EXERCISE >>
Please say how many lines in the records below contain the word "linecap", giving the number alone.

[Opening MATERIAL FOR THIS TASK section]

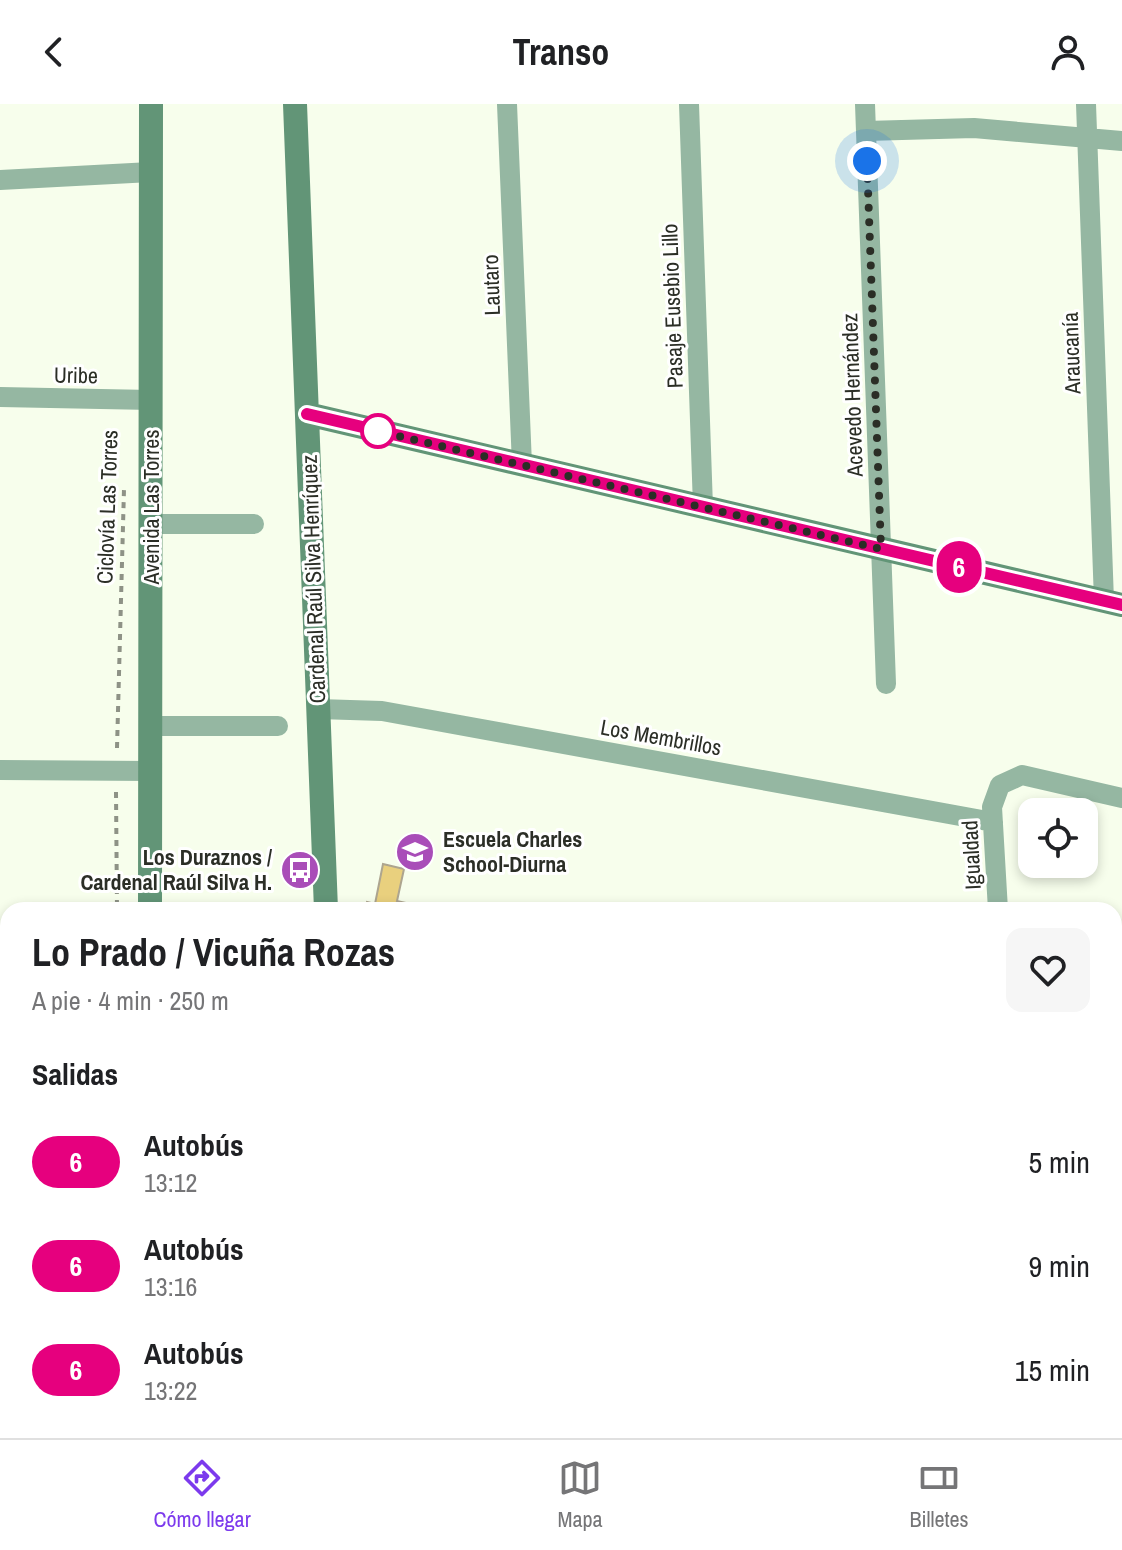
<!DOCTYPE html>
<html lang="es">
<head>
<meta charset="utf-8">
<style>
  body { margin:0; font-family:"Archivo Narrow",sans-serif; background:#f6f6f6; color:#202124; height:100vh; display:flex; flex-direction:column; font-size:30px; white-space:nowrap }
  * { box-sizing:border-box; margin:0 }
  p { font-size:26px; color:#757577 }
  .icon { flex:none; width:44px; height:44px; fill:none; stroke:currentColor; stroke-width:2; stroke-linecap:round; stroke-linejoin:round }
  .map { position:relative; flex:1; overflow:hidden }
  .sheet { position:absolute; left:0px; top:798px; width:1122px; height:536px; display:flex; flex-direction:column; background:#fff; border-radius:24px 24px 0 0; box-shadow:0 4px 12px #0003 }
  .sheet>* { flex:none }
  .badge { padding:0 16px; border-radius:26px; font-size:28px; line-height:52px }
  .tools { position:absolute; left:1018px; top:694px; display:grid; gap:16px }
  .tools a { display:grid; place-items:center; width:80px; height:80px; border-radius:16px; background:#fff; box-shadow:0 4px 12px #0003; font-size:40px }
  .you { position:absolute; width:40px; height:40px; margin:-20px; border:6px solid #fff; border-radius:50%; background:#1a73e8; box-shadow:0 0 0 12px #1a73e833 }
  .map>.badge { position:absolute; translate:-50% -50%; box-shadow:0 0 0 4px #fff }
  h2 { padding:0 32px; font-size:30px; line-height:72px }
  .round { display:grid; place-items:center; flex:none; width:84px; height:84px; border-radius:16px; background:#f6f6f6 }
  .head { display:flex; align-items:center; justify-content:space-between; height:136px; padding:0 32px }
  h1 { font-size:38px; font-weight:800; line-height:60px }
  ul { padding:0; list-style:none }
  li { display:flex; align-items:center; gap:24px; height:104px; padding:0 32px }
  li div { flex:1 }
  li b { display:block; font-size:30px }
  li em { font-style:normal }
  li .badge { min-width:88px; font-weight:700; text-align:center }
  header { display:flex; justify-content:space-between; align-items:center; height:104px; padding:0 32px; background:#fff; font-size:36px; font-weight:800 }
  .menu { display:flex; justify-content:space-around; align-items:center; height:112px; border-top:2px solid #e0e0e0; background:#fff; font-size:22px; color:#757577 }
  .menu a { display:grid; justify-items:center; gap:4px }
  .menu .active { color:#7c3aed }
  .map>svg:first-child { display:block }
  .building { fill:#e9d07e; stroke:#ada58f; stroke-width:2 }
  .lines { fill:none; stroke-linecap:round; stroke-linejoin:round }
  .path { stroke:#8e9286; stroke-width:4; stroke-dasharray:6 6; stroke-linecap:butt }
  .lane { stroke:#95b7a2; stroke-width:10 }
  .street { stroke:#95b7a2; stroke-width:20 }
  .secondary { stroke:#629577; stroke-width:24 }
  .line-casing { stroke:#fff; stroke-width:18 }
  .line { stroke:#e6007e; stroke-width:12 }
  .walk { stroke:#2b2e26; stroke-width:8; stroke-dasharray:0 14.4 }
  .stop-dot { fill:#fff; stroke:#e6007e; stroke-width:4 }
  .labels { text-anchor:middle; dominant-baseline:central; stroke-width:6; stroke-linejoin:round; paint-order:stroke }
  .street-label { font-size:22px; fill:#2b2e26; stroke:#fff }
  .poi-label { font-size:22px; font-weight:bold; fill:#2b2e26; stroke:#fff; text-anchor:start }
</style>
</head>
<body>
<header><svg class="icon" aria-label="back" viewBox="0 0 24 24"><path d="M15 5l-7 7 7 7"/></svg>Transo<svg class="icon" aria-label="person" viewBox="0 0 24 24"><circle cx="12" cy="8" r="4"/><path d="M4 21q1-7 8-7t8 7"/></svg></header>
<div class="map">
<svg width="1122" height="1334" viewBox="0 0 1122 1334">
  <rect width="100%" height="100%" fill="#f7feec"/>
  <!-- building -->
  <path class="building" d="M383,760L404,765L397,797L437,806H365L367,798L375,800Z"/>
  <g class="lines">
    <!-- path -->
    <path class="path" d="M117,644L124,385
      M116,688L117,806"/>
    <!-- lane -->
    <path class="lane" d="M0,846H8
      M852,1326L859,1334"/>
    <!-- street -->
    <path class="street" d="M507,0L522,361
      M689,0L703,403
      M865,0L886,580
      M1086,0L1104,497
      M866,27L974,24L1122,37
      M0,76L151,68
      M0,293L151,296
      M151,420H254
      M318,605L382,607L993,718
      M151,622H278
      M0,666L151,667
      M998,806L992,703L1000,681L1022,671L1122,694
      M1114,882L1122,884
      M0,990H8
      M1114,1062L1122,1064
      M0,1153H8
      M1114,1235L1122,1237
      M0,1330L146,1333
      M996,1334L997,1326"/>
    <!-- secondary -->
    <path class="secondary" d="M295,0L326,806
      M307,310L1122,501
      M150,806L151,0
      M345,1326V1334
      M146,1334V1326"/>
  </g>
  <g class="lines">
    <defs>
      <path id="line" d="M307,310L1122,501"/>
    </defs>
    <!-- line casing -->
    <use href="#line" class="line-casing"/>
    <!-- line -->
    <use href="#line" class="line"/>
    <!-- walk -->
    <path class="walk" d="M378,327L368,325L881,445L867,57"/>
  </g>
  <!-- icons -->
  <defs>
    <symbol id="school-disc" viewBox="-11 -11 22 22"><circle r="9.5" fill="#a94db8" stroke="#fff"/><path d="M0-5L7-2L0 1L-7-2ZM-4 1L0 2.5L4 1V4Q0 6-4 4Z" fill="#fff"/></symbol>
    <symbol id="bus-disc" viewBox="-11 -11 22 22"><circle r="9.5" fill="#a94db8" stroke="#fff"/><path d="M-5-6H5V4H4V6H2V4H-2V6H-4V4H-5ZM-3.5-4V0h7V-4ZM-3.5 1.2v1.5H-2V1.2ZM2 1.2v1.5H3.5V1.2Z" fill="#fff"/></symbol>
  </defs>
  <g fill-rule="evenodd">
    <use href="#school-disc" x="393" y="726" width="44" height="44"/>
    <use href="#bus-disc" x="278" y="744" width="44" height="44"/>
  </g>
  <!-- markers -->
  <circle class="stop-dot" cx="378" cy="327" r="16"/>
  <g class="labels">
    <!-- street labels -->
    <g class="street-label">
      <text transform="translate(491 181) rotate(-92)">Lautaro</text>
      <text transform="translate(672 202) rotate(-92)">Pasaje Eusebio Lillo</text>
      <text transform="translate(1071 249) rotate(-92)">Araucanía</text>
      <text transform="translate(76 271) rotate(1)">Uribe</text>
      <text transform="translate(852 291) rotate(-92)">Acevedo Hernández</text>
      <text transform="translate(107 403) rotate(-88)">Ciclovía Las Torres</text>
      <text transform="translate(151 403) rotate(-90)">Avenida Las Torres</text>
      <text transform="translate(313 475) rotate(-92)">Cardenal Raúl Silva Henríquez</text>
      <text transform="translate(661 633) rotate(10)">Los Membrillos</text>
      <text transform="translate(971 751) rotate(-93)">Igualdad</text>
    </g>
    <!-- poi labels -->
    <g class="poi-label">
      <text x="443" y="735">Escuela Charles<tspan x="443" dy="25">School-Diurna</tspan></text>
      <text x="272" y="753" text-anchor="end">Los Duraznos /<tspan x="272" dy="25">Cardenal Raúl Silva H.</tspan></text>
    </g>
  </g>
</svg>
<div class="tools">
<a><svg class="icon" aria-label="locate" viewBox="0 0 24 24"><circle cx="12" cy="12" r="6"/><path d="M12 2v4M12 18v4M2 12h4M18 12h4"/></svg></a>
</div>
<div class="you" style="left:867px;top:57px"></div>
<b class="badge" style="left:959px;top:463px;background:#e6007e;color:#fff">6</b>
<section class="sheet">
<div class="head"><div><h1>Lo Prado / Vicuña Rozas</h1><p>A pie · 4 min · 250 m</p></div><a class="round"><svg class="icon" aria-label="heart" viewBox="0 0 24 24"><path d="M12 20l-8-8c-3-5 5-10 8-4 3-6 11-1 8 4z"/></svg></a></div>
<h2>Salidas</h2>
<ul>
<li><span class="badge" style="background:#e6007e;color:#fff">6</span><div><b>Autobús</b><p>13:12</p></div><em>5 min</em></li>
<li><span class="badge" style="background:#e6007e;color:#fff">6</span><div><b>Autobús</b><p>13:16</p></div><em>9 min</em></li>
<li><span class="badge" style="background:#e6007e;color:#fff">6</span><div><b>Autobús</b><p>13:22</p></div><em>15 min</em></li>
</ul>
</section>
</div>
<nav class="menu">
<a class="active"><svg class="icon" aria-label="directions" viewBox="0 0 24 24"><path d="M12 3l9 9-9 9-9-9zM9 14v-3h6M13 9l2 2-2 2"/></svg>Cómo llegar</a>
<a><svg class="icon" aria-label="map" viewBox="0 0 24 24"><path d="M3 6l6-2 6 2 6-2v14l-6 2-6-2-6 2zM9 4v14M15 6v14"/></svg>Mapa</a>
<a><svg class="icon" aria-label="tickets" viewBox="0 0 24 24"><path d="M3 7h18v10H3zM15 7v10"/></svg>Billetes</a>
</nav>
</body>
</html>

[Closing MATERIAL FOR THIS TASK section]

ANSWER SPACE >>
3